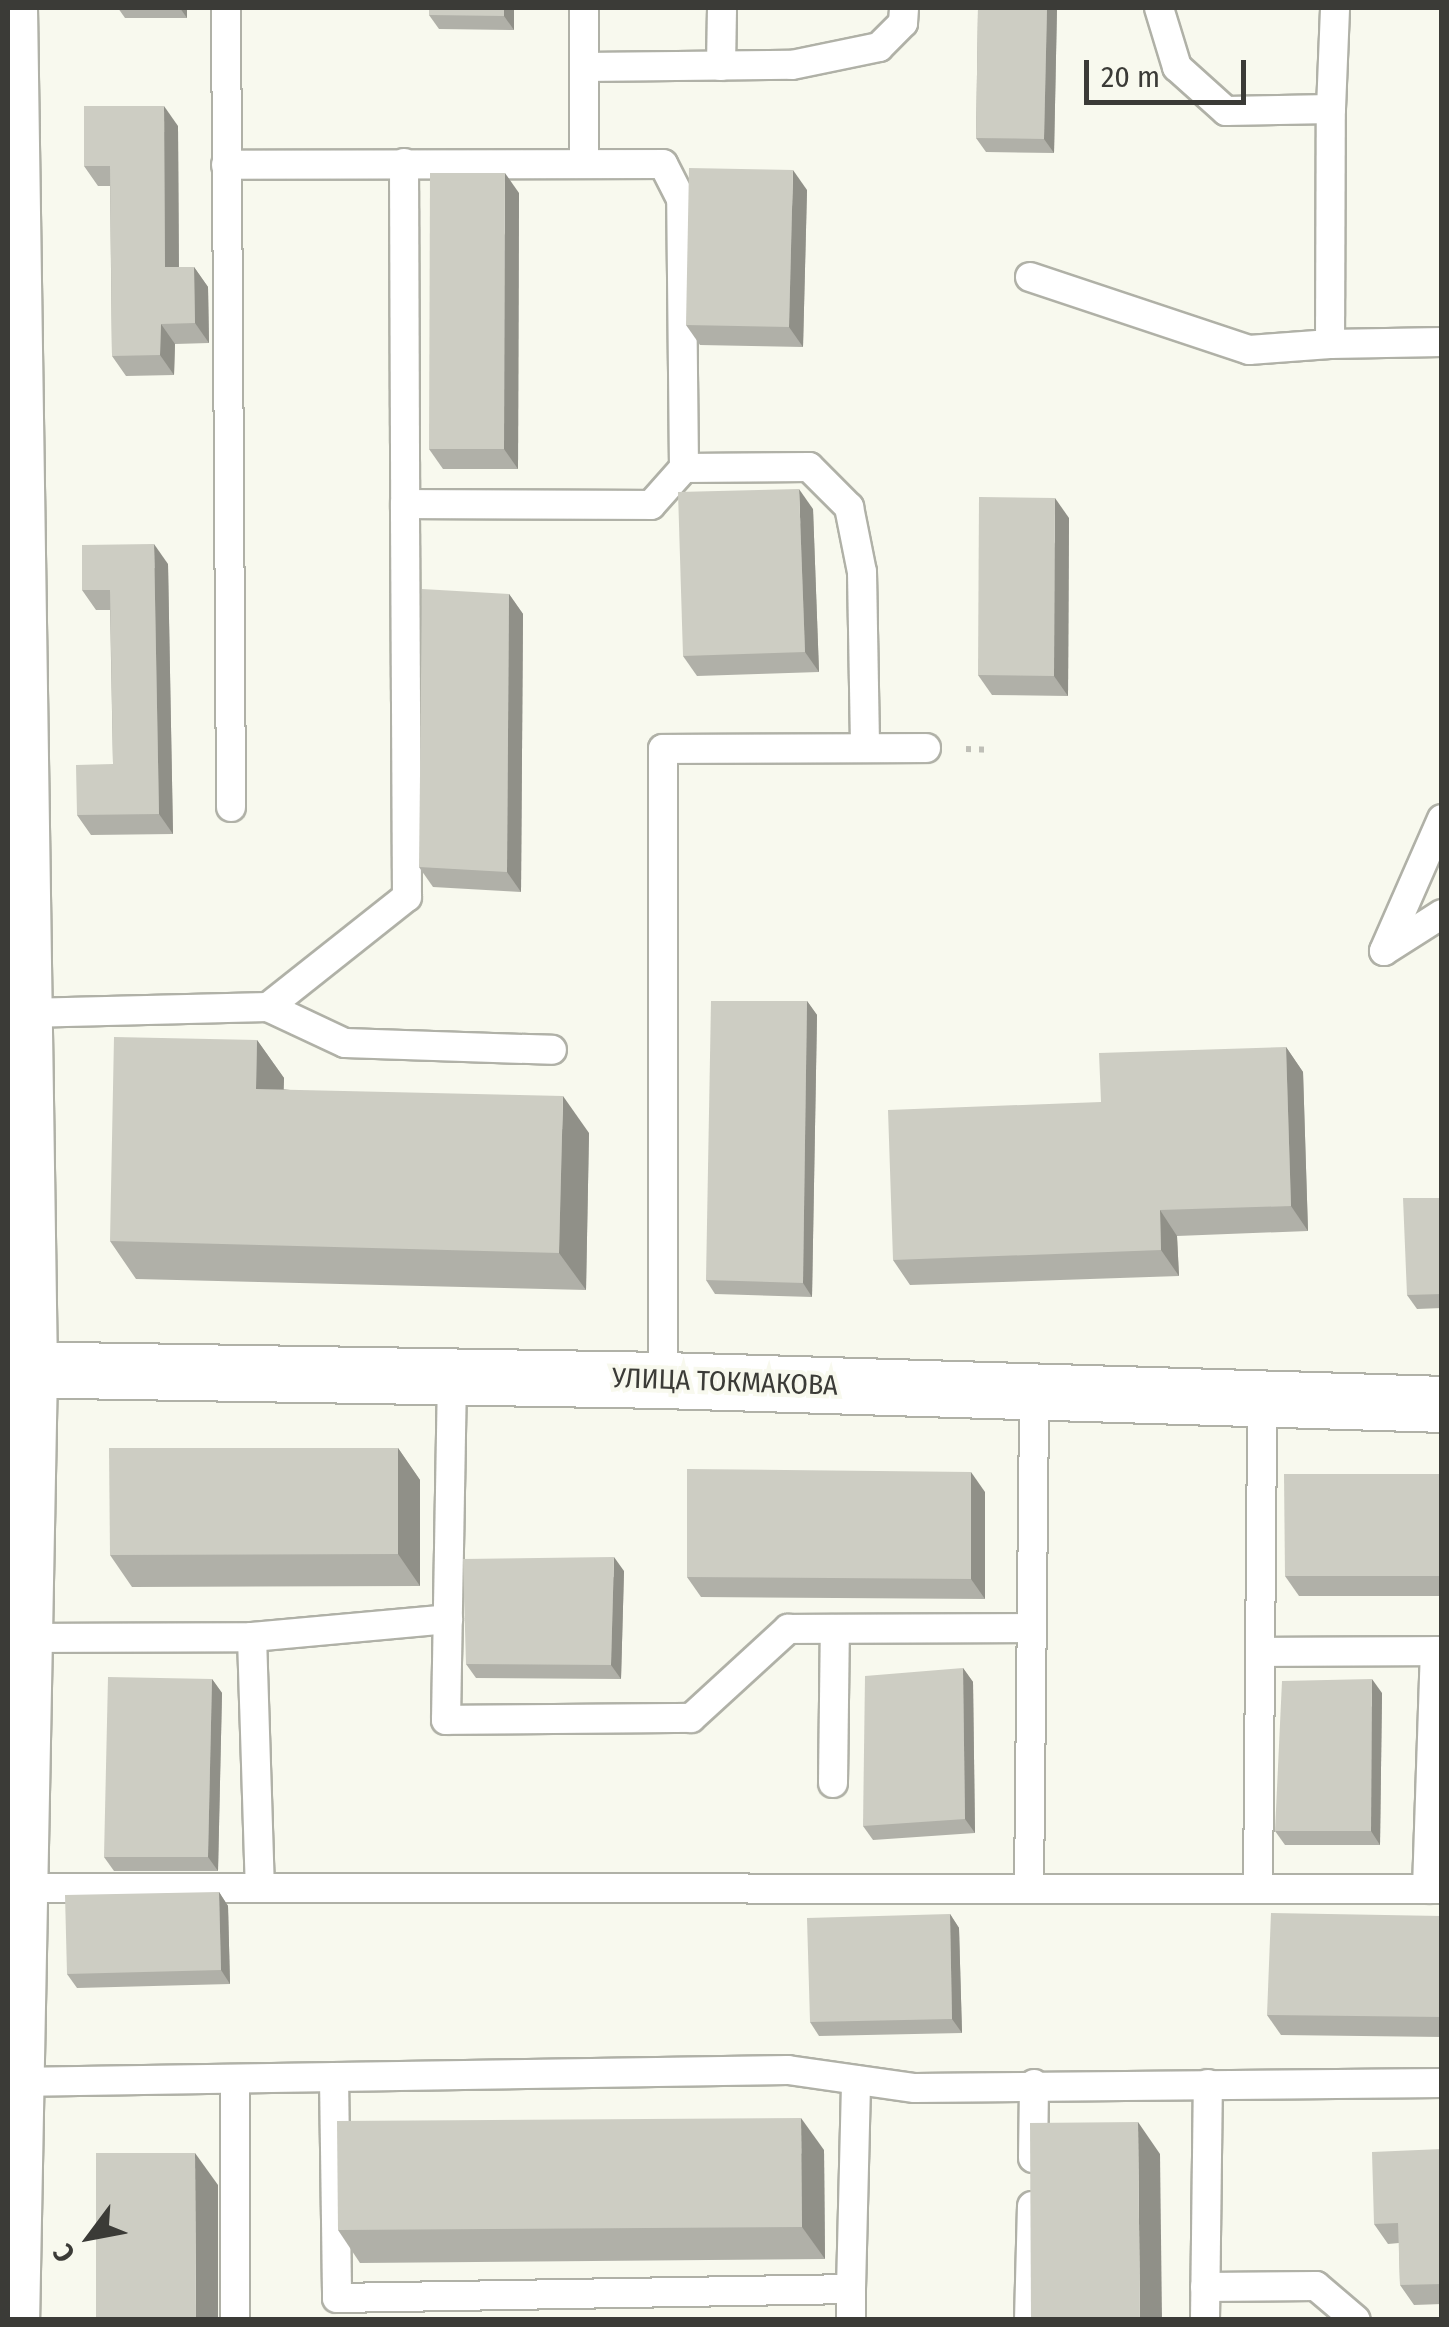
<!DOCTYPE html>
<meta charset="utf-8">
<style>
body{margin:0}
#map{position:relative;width:1449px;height:2327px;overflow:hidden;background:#f8f9ee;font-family:"Fira Sans Condensed",sans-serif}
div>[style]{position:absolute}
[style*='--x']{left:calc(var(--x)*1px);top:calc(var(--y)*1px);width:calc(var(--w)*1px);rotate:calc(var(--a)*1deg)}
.path>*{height:6px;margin-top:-3px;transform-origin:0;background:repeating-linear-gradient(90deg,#bfbfb7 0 5px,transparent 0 13px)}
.roads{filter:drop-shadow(2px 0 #b0b1a7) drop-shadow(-2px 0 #b0b1a7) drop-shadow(0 2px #b0b1a7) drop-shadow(0 -2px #b0b1a7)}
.lane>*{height:28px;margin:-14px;padding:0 14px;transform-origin:14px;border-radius:14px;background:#fff}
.street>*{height:55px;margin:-27.5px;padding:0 27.5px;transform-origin:27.5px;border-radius:27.5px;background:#fff}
.wall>*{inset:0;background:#b0b0a8}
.shaded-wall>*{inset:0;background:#909088}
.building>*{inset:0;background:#cdcdc3}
span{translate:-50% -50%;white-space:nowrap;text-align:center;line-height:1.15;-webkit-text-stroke:8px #f8f9ee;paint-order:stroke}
.street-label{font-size:28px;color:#3b3b37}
.frame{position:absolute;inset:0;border:10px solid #3b3b37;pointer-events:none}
.north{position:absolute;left:40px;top:2187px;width:100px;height:100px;-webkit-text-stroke:8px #f8f9ee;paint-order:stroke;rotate:238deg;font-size:28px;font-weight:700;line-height:40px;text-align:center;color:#3b3b37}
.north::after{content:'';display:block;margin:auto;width:35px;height:45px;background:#3b3b37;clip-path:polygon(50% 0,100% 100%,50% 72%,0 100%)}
.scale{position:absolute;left:1084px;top:60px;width:162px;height:45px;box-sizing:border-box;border:5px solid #3b3b37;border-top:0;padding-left:12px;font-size:30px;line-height:35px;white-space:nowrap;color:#3b3b37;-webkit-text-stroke:8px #f8f9ee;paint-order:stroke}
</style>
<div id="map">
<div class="path">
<div style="--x:966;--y:749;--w:23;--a:2"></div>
</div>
<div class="roads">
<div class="lane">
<div style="--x:226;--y:8;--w:799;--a:89.64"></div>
<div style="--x:584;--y:8;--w:153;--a:90"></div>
<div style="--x:1159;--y:8;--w:62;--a:73"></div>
<div style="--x:1177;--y:67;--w:66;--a:41.9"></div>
<div style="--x:1226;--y:111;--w:105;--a:-1.1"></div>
<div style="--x:1331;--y:109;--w:101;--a:-87.7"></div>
<div style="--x:721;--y:66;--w:58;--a:-89"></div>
<div style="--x:584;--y:67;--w:208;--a:-0.6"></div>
<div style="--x:792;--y:65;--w:89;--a:-11.7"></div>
<div style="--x:879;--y:47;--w:34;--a:-45"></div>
<div style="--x:903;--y:23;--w:15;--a:-86"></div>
<div style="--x:404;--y:163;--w:341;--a:89.8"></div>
<div style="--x:1030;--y:277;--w:231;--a:18.4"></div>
<div style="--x:1249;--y:350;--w:81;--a:-4.2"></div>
<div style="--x:1330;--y:344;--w:235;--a:-89.8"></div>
<div style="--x:1330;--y:344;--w:112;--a:-1"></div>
<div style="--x:684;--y:468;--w:125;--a:-0.5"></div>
<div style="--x:809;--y:467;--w:57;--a:45"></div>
<div style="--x:849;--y:507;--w:66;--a:78.7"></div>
<div style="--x:862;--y:572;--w:174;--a:89"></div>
<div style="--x:1384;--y:951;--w:144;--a:-66.3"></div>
<div style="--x:1384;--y:951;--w:69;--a:-32.5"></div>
<div style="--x:268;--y:1007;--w:85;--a:25.1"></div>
<div style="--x:345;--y:1043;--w:207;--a:1.9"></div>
<div style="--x:26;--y:1013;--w:242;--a:-1.4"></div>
<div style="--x:268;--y:1007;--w:177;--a:-38.4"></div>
<div style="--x:407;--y:897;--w:393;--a:-90.3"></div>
<div style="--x:405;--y:504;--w:246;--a:0.2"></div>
<div style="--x:651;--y:505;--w:50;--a:-48.3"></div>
<div style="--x:684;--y:468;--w:269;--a:-90.6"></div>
<div style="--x:681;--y:199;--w:39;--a:-117"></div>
<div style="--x:663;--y:164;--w:437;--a:179.9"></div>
<div style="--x:452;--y:1377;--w:343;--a:91"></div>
<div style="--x:446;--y:1720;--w:245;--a:-0.5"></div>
<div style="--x:691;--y:1718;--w:132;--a:-42.5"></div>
<div style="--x:788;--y:1629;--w:243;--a:-0.2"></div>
<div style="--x:663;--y:1380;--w:631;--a:-90"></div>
<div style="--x:663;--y:749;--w:263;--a:-0.2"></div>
<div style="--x:252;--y:1637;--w:248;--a:88.2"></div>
<div style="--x:15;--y:1638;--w:237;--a:-0.2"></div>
<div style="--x:252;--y:1637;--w:197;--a:-5.2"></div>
<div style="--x:1260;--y:1652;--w:182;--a:-0.3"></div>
<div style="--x:833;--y:1783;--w:154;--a:-89.3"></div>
<div style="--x:19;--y:1888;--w:1423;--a:0.04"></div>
<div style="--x:1029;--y:1888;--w:497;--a:-89.4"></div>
<div style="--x:1258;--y:1889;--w:491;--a:-89.5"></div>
<div style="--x:1427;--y:1889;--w:238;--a:-88.1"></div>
<div style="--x:334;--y:2077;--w:221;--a:89.2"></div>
<div style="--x:337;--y:2298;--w:514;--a:-1"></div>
<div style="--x:851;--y:2289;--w:209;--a:-88.6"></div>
<div style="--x:235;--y:2079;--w:241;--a:90"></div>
<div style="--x:15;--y:2082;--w:773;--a:-0.89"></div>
<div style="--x:788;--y:2070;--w:128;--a:8.1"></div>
<div style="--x:915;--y:2088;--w:527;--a:-0.54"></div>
<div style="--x:1033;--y:2158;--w:74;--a:-89.2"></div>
<div style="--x:1205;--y:2287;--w:111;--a:-0.5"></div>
<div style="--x:1316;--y:2286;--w:52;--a:40.4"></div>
<div style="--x:851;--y:2289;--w:31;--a:90"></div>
<div style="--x:1029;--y:2320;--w:114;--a:-88.5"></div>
<div style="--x:1205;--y:2320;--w:236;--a:-89.3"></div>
</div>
<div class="street">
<div style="--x:9;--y:8;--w:1361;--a:89.16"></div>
<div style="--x:29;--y:1369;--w:951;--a:91.08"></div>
<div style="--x:8;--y:1369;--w:655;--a:0.96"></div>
<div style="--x:663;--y:1380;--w:779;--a:1.76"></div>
</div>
</div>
<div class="wall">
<div style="clip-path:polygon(118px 8px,187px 8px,187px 18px,125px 18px)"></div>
<div style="clip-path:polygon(514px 8px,514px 30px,439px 29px,429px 15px)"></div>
<div style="clip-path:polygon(978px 8px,1057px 8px,1054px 153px,986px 152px,976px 138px)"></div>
<div style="clip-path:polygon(178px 126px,179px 267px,194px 267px,208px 287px,209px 343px,175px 344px,174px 375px,126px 376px,112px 356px,110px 186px,98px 186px,84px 166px)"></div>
<div style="clip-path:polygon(807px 190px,803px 347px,700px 345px,686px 325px)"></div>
<div style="clip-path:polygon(519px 193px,518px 469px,443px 469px,429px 449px)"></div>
<div style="clip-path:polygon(813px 509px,819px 672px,697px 676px,683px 656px)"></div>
<div style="clip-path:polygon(1069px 518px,1068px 696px,992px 695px,978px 675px)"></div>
<div style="clip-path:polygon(168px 564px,173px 834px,91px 835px,77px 815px,113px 764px,110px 610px,96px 610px,82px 590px)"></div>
<div style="clip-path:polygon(509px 594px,523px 614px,521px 892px,433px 887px,419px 867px)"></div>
<div style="clip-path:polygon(807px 1001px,817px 1015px,812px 1297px,715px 1294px,706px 1280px)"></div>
<div style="clip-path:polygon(257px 1040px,284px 1078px,283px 1089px,589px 1133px,586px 1290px,136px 1279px,110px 1241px)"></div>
<div style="clip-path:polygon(1286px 1047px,1303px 1072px,1308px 1231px,1177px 1236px,1179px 1276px,910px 1285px,893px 1260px,1101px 1102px)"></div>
<div style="clip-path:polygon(1442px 1198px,1442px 1308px,1417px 1309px,1407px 1295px)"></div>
<div style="clip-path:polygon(398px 1448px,420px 1480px,420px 1586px,132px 1587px,110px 1555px)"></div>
<div style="clip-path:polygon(1442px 1474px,1442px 1596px,1299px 1596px,1285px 1576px)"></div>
<div style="clip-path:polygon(985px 1492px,985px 1599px,701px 1597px,687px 1577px)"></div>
<div style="clip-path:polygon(624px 1571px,621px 1679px,476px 1678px,466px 1664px)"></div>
<div style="clip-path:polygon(963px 1668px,973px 1682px,975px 1833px,873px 1840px,863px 1826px)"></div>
<div style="clip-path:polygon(212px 1679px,222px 1693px,218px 1871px,114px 1871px,104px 1857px)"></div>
<div style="clip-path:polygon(1382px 1693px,1380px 1845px,1285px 1845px,1275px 1831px)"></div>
<div style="clip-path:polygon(219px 1892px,228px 1906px,230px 1984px,77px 1988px,67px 1974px)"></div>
<div style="clip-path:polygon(950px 1914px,959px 1928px,962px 2033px,819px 2036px,810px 2022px)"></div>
<div style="clip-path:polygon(1442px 1916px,1442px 2037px,1281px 2035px,1267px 2015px)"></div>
<div style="clip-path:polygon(1442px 2149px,1442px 2304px,1414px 2305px,1400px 2285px,1399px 2243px,1388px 2244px,1374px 2224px)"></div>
<div style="clip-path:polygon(824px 2150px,825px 2259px,360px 2263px,338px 2230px)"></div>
</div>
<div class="shaded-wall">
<div style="clip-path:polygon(180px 8px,187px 8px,187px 18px)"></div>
<div style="clip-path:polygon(504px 8px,514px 8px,514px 30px,504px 16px)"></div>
<div style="clip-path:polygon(1047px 8px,1057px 8px,1054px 153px,1044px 139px)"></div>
<div style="clip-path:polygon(164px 106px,178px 126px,179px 287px,165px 267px)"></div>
<div style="clip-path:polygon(793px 170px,807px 190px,803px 347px,789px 327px)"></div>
<div style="clip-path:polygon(505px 173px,519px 193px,518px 469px,504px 449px)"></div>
<div style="clip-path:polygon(194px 267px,208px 287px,209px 343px,195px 323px)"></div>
<div style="clip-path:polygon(161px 324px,175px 344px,174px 375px,160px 355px)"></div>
<div style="clip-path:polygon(799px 489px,813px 509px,819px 672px,805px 652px)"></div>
<div style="clip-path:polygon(1055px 498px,1069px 518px,1068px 696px,1054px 676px)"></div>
<div style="clip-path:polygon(154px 544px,168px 564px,173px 834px,159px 814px)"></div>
<div style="clip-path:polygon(509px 594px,523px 614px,521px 892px,507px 872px)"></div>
<div style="clip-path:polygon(807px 1001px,817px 1015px,812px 1297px,803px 1283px)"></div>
<div style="clip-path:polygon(257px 1040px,284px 1078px,283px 1126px,256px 1089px)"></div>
<div style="clip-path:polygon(1286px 1047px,1303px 1072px,1308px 1231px,1291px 1206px)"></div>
<div style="clip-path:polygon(563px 1096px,589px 1133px,586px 1290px,559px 1253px)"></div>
<div style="clip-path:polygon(1160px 1210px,1177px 1236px,1179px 1276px,1161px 1250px)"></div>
<div style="clip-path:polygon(398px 1448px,420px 1480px,420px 1586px,398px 1554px)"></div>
<div style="clip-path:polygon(971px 1472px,985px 1492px,985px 1599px,971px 1579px)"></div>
<div style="clip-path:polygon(614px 1557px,624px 1571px,621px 1679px,611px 1665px)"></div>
<div style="clip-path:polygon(963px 1668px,973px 1682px,975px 1833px,965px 1819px)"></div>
<div style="clip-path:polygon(212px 1679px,222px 1693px,218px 1871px,208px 1857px)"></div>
<div style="clip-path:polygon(1372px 1679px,1382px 1693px,1380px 1845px,1371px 1831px)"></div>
<div style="clip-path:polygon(219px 1892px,228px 1906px,230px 1984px,221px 1970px)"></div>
<div style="clip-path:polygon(950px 1914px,959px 1928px,962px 2033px,952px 2019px)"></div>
<div style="clip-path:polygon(801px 2118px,824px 2150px,825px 2259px,802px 2227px)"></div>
<div style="clip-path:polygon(1138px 2122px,1160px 2154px,1162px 2320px,1140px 2320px)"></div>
<div style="clip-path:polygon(195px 2153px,218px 2185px,218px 2320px,196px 2320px)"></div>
</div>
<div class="building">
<div style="clip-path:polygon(429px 8px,504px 8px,504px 16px,429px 15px)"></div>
<div style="clip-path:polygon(978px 8px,1047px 8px,1044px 139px,976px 138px)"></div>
<div style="clip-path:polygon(84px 106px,164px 106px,165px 267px,194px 267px,195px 323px,161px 324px,160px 355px,112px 356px,110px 166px,84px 166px)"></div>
<div style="clip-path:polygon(689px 168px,793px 170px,789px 327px,686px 325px)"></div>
<div style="clip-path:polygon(430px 173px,505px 173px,504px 449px,429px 449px)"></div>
<div style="clip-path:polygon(799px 489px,805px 652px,683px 656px,678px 492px)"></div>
<div style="clip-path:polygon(979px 497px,1055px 498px,1054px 676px,978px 675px)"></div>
<div style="clip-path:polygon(154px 544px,159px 814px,77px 815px,76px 765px,113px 764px,110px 590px,82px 590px,82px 545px)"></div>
<div style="clip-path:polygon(422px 589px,509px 594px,507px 872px,419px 867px)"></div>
<div style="clip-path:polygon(711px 1001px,807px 1001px,803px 1283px,706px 1280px)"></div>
<div style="clip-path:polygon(114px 1037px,257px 1040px,256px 1089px,563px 1096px,559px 1253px,110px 1241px)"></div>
<div style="clip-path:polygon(1286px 1047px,1291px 1206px,1160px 1210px,1161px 1250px,893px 1260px,888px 1110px,1101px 1102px,1099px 1053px)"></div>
<div style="clip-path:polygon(1403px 1198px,1442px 1198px,1442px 1294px,1407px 1295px)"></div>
<div style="clip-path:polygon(109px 1448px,398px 1448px,398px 1554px,110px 1555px)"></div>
<div style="clip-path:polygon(687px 1469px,971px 1472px,971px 1579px,687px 1577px)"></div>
<div style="clip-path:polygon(1284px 1474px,1442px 1474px,1442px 1576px,1285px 1576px)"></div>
<div style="clip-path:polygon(614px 1557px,611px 1665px,466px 1664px,463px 1559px)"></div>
<div style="clip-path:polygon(963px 1668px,965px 1819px,863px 1826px,865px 1676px)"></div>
<div style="clip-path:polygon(108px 1677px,212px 1679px,208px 1857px,104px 1857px)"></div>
<div style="clip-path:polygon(1372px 1679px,1371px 1831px,1275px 1831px,1282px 1681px)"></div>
<div style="clip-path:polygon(219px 1892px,221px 1970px,67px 1974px,65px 1895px)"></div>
<div style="clip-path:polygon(1271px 1913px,1442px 1916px,1442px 2017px,1267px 2015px)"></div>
<div style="clip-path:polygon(950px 1914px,952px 2019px,810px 2022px,807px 1918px)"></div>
<div style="clip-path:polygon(801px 2118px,802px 2227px,338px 2230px,337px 2121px)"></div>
<div style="clip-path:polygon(1138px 2122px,1140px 2320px,1031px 2320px,1030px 2123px)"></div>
<div style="clip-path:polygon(1442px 2149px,1442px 2284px,1400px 2285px,1398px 2223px,1374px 2224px,1372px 2152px)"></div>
<div style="clip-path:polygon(96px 2153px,195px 2153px,196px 2320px,96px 2320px)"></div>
</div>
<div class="street-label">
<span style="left:725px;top:1382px;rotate:2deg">УЛИЦА ТОКМАКОВА</span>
</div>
<div class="frame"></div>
<div class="north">С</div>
<div class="scale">20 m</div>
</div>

*Required action*: Reply with a number alone, the number of lines of the records that hold the word "lane".

*Solution to the problem*: 2